[Stored dataset items]
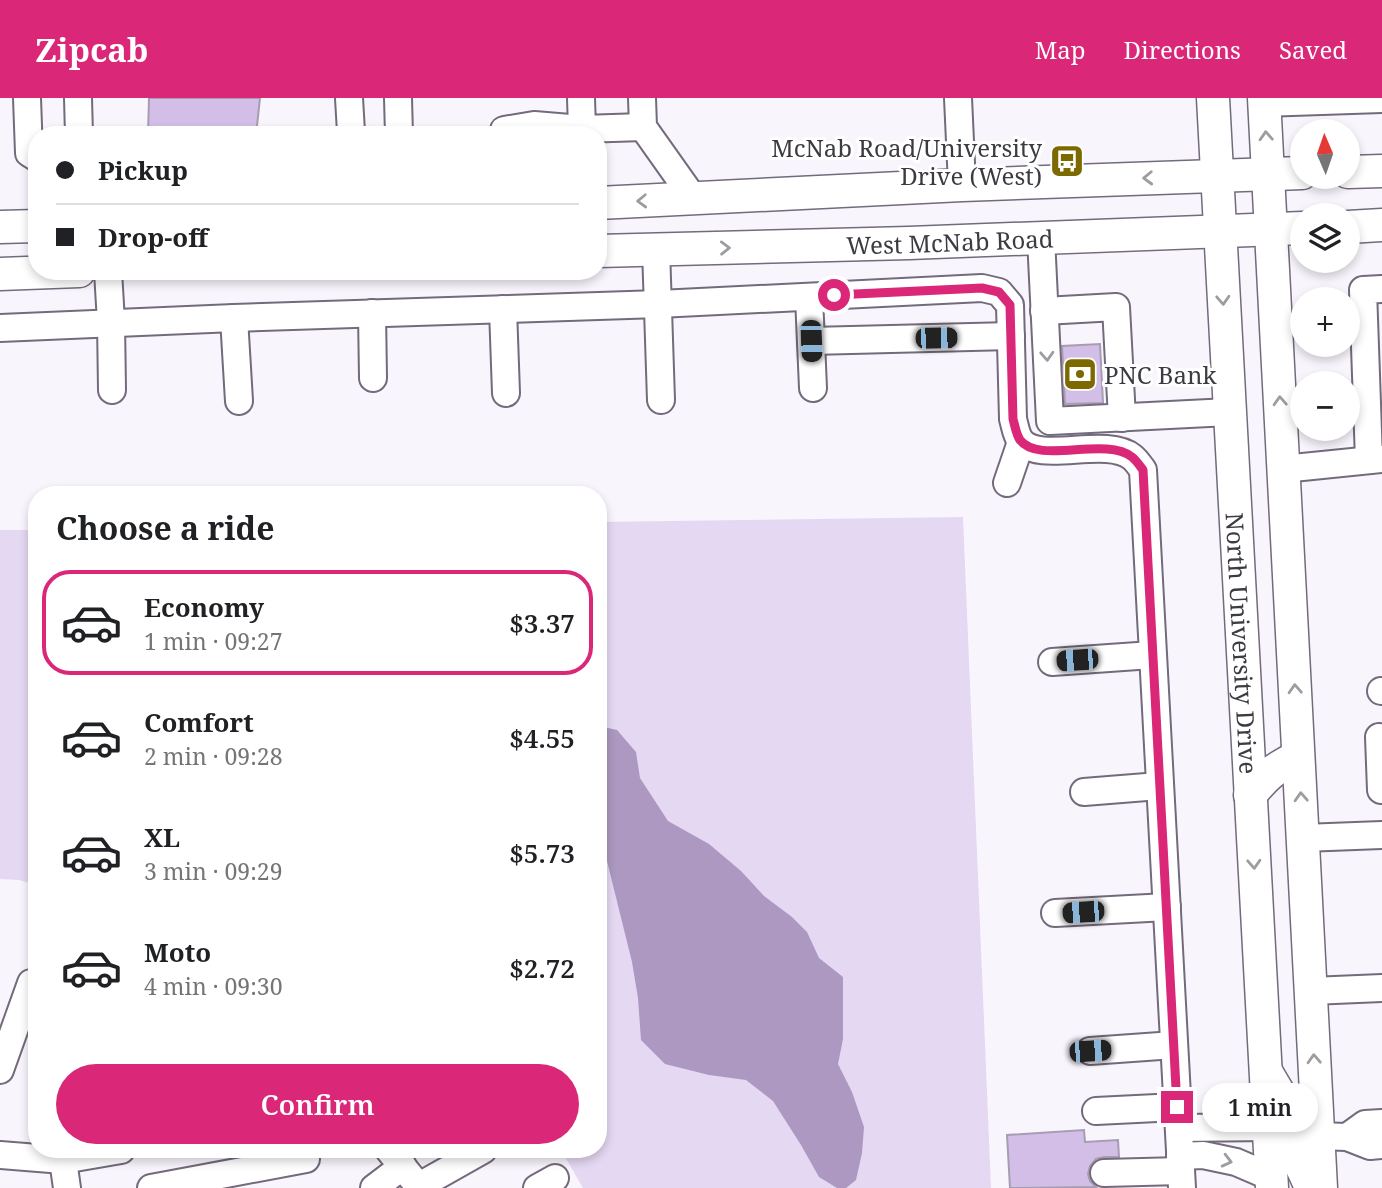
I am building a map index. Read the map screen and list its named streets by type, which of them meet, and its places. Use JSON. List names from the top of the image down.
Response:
{
  "streets": {
    "main road": ["West McNab Road", "North University Drive"]
  },
  "crossings": [
    ["West McNab Road", "North University Drive"]
  ],
  "places": {
    "bus stop": ["McNab Road/University Drive (West)"],
    "bank": ["PNC Bank"]
  },
  "north": "top",
  "page": {
    "header": "Zipcab",
    "nav": ["Map", "Directions", "Saved"],
    "map_buttons": ["+", "−"],
    "banner": ["Pickup", "Drop-off"],
    "heading": "Choose a ride",
    "list": [
      {
        "name": "Economy",
        "note": "1 min · 09:27",
        "value": "$3.37"
      },
      {
        "name": "Comfort",
        "note": "2 min · 09:28",
        "value": "$4.55"
      },
      {
        "name": "XL",
        "note": "3 min · 09:29",
        "value": "$5.73"
      },
      {
        "name": "Moto",
        "note": "4 min · 09:30",
        "value": "$2.72"
      }
    ],
    "buttons": "Confirm",
    "bubble": "1 min"
  }
}
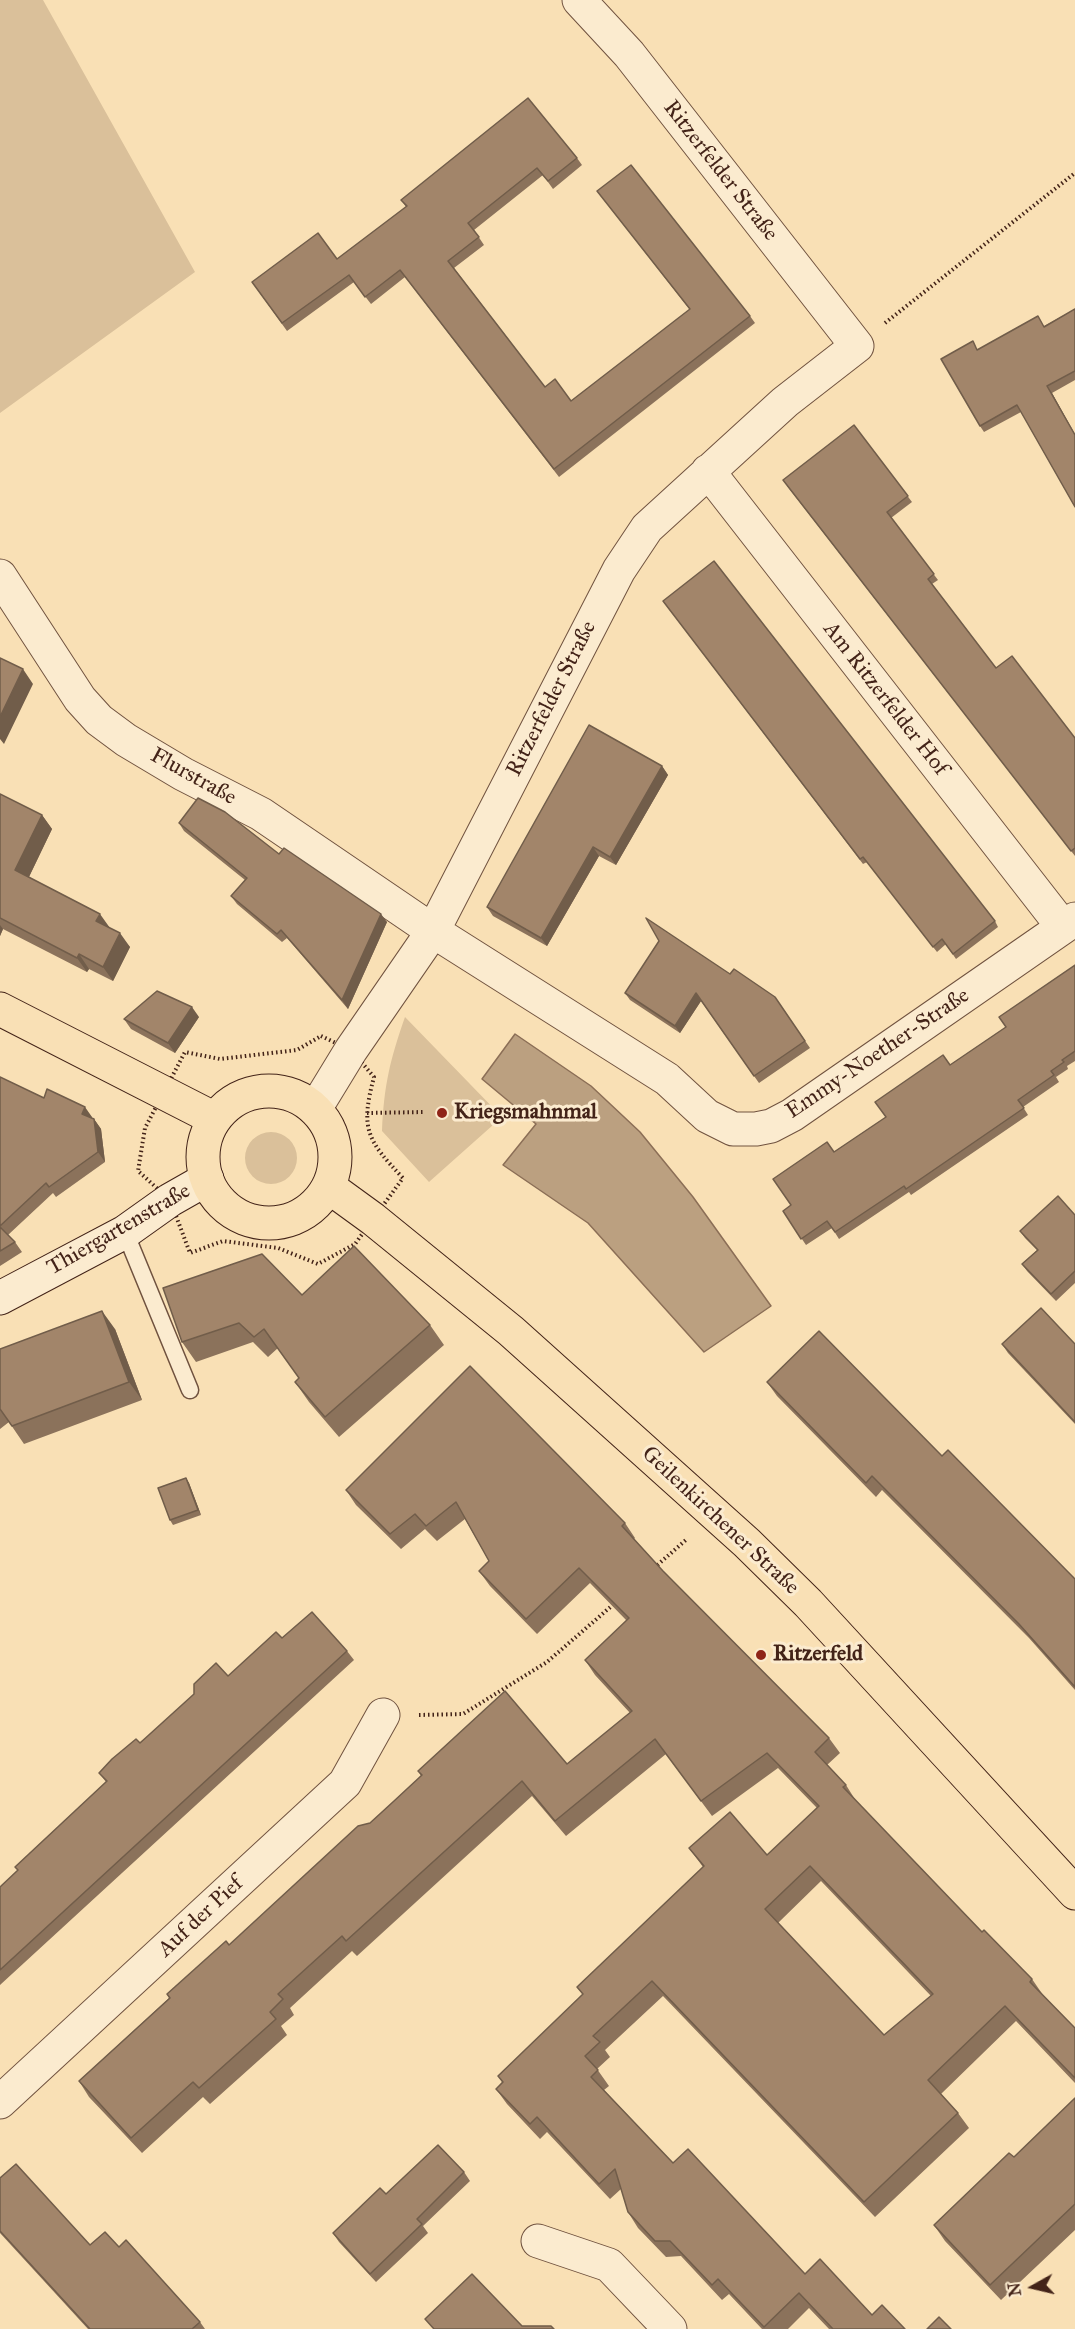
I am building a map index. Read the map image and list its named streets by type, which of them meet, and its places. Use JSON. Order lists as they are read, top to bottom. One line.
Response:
{"streets":{"main road":["Geilenkirchener Straße"],"street":["Ritzerfelder Straße","Am Ritzerfelder Hof","Flurstraße","Emmy-Noether-Straße","Thiergartenstraße","Auf der Pief"]},"crossings":[["Ritzerfelder Straße","Am Ritzerfelder Hof"],["Ritzerfelder Straße","Flurstraße"],["Ritzerfelder Straße","Emmy-Noether-Straße"],["Ritzerfelder Straße","Thiergartenstraße"],["Ritzerfelder Straße","Geilenkirchener Straße"],["Am Ritzerfelder Hof","Emmy-Noether-Straße"],["Flurstraße","Emmy-Noether-Straße"],["Thiergartenstraße","Geilenkirchener Straße"]],"places":["Kriegsmahnmal","Ritzerfeld"],"north":"left"}
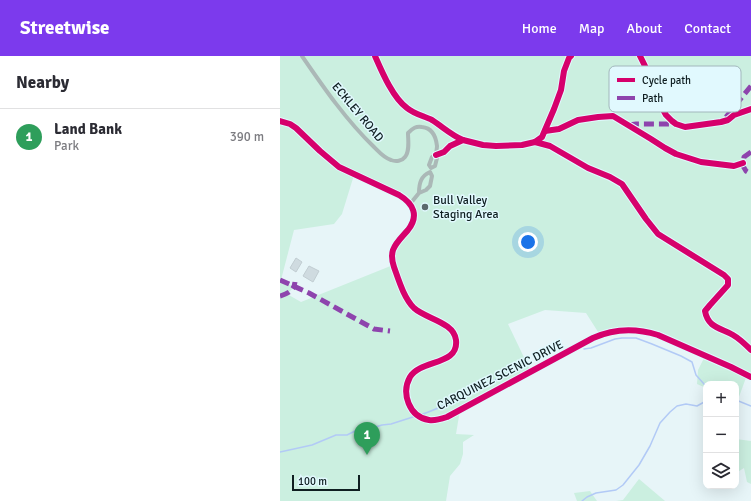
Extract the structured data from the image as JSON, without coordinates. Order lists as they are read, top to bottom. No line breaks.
{"streets":{"street":["ECKLEY ROAD","CARQUINEZ SCENIC DRIVE"]},"crossings":[["ECKLEY ROAD","CARQUINEZ SCENIC DRIVE"]],"places":["Bull Valley Staging Area"],"legend":["Cycle path","Path"],"scale_bar":"100 m","page":{"header":"Streetwise","nav":["Home","Map","About","Contact"],"heading":"Nearby","list":[{"mark":"1","name":"Land Bank","note":"Park","value":"390 m"}],"map_buttons":["+","−"],"pins":"1","scale":"100 m"}}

THE TASK: Please repeat each record above precisely, with the pictures left out.

SOLUTION TO THIS PROBLEM:
I am building a map index. Read the map screen and list its named streets by type, which of them meet, and its places. Use JSON. List names from the top of the image down.
Response:
{
  "streets": {
    "main road": ["West McNab Road", "North University Drive"]
  },
  "crossings": [
    ["West McNab Road", "North University Drive"]
  ],
  "places": {
    "bus stop": ["McNab Road/University Drive (West)"],
    "bank": ["PNC Bank"]
  },
  "north": "top",
  "page": {
    "header": "Zipcab",
    "nav": ["Map", "Directions", "Saved"],
    "map_buttons": ["+", "−"],
    "banner": ["Pickup", "Drop-off"],
    "heading": "Choose a ride",
    "list": [
      {
        "name": "Economy",
        "note": "1 min · 09:27",
        "value": "$3.37"
      },
      {
        "name": "Comfort",
        "note": "2 min · 09:28",
        "value": "$4.55"
      },
      {
        "name": "XL",
        "note": "3 min · 09:29",
        "value": "$5.73"
      },
      {
        "name": "Moto",
        "note": "4 min · 09:30",
        "value": "$2.72"
      }
    ],
    "buttons": "Confirm",
    "bubble": "1 min"
  }
}
I am building a map index. Read the map image and list its named streets by type, which of them meet, and its places. Use JSON. Order lists as they are read, top to bottom. One line.
Response:
{"streets":{"main road":["Geilenkirchener Straße"],"street":["Ritzerfelder Straße","Am Ritzerfelder Hof","Flurstraße","Emmy-Noether-Straße","Thiergartenstraße","Auf der Pief"]},"crossings":[["Ritzerfelder Straße","Am Ritzerfelder Hof"],["Ritzerfelder Straße","Flurstraße"],["Ritzerfelder Straße","Emmy-Noether-Straße"],["Ritzerfelder Straße","Thiergartenstraße"],["Ritzerfelder Straße","Geilenkirchener Straße"],["Am Ritzerfelder Hof","Emmy-Noether-Straße"],["Flurstraße","Emmy-Noether-Straße"],["Thiergartenstraße","Geilenkirchener Straße"]],"places":["Kriegsmahnmal","Ritzerfeld"],"north":"left"}
Extract the structured data from the image as JSON, without coordinates. Order lists as they are read, top to bottom. No line breaks.
{"streets":{"street":["ECKLEY ROAD","CARQUINEZ SCENIC DRIVE"]},"crossings":[["ECKLEY ROAD","CARQUINEZ SCENIC DRIVE"]],"places":["Bull Valley Staging Area"],"legend":["Cycle path","Path"],"scale_bar":"100 m","page":{"header":"Streetwise","nav":["Home","Map","About","Contact"],"heading":"Nearby","list":[{"mark":"1","name":"Land Bank","note":"Park","value":"390 m"}],"map_buttons":["+","−"],"pins":"1","scale":"100 m"}}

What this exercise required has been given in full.